Researchers from the Stevens Institute of Technology 3D Printed Graphene nanoribbons and Cyanobacteria over top of an everyday grocery store mushroom. The resulting hybrid bionic fungi-mushroom is capable of producing electricity from criss crossing intersections of cyanobacteria (power generation) and graphene nanoribbons for power storage.
Cyanobacteria otherwise known as blue-green algae is renown for it’s ability to generate electricity from the sun, and feed itself. As an electroquantum metamaterial Graphene nanoribbons are an interesting decision for power input conductor. On the other hand, choosing Graphene probably makes the most sense given that it is light but durable and electrically conductive. Furthermore this nanoribbon shape could offer some unique options such as trimming it’s width to modify the “quantum state”, and therefor, electrical behaviour.
“In this case, our system – this bionic mushroom – produces electricity,” said Manu Mannoor, an assistant professor of mechanical engineering at Stevens.
“By integrating cyanobacteria that can produce electricity, with nanoscale materials capable of collecting the current, we were able to better access the unique properties of both, augment them, and create an entirely new functional bionic system.”
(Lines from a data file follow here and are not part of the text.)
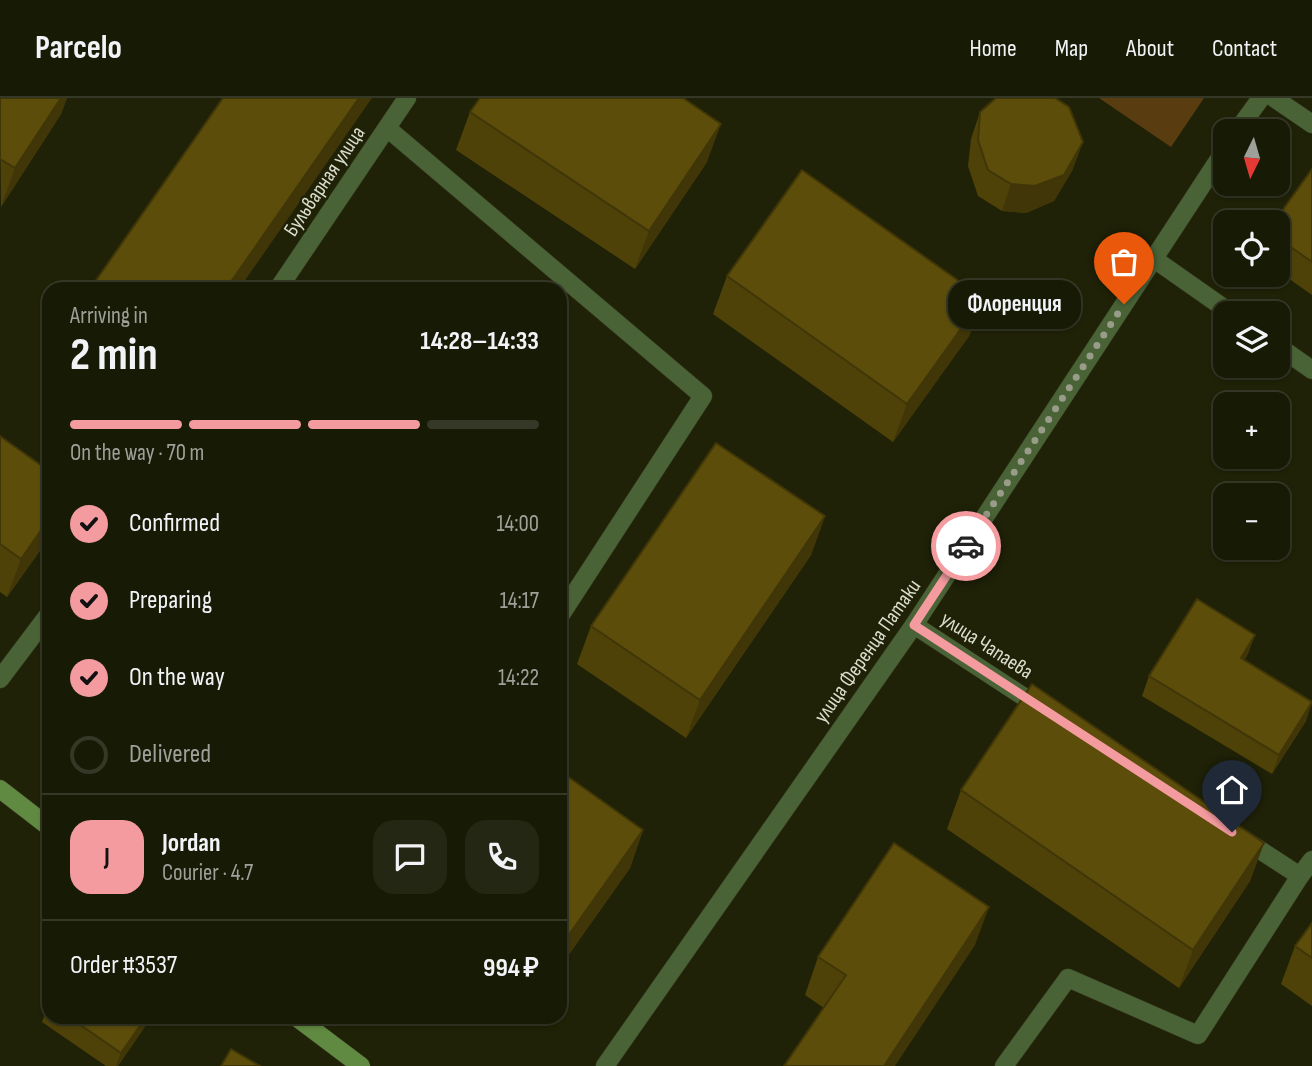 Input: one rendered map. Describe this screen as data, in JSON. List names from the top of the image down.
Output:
{
  "streets": {
    "street": ["Бульварная улица", "улица Чапаева", "улица Ференца Патаки"]
  },
  "crossings": [
    ["улица Чапаева", "улица Ференца Патаки"]
  ],
  "places": ["Флоренция"],
  "north": "bottom",
  "page": {
    "header": "Parcelo",
    "nav": [
      "Home",
      "Map",
      "About",
      "Contact"
    ],
    "map_buttons": ["+", "−"],
    "bubble": "Флоренция",
    "heading": ["2 min", "Arriving in", "14:28–14:33"],
    "panel": [
      "Jordan",
      "Courier · 4.7",
      "Order #3537",
      "994 ₽"
    ],
    "bar": "On the way · 70 m",
    "list": [
      ["Confirmed", "14:00"],
      ["Preparing", "14:17"],
      ["On the way", "14:22"],
      "Delivered"
    ],
    "round": "J"
  }
}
For some reason cyanobacteria does not survive long enough on artificial biocompatible surfaces. So instead researchers came up with an idea – transplant the blue green algae on to a white mushroom cap since is it has a richer ecosystem of microbiota that is more complementary to cyanobacterias natural environment. Then in order to harness electricity generated by this primordial bacteria they would need some form of conductor to spot the surface of the mushroom cap as well, that’s where the Graphene nanoribbon came in – likely one of the only materials that could fit on a mushroom without weighing it down too much.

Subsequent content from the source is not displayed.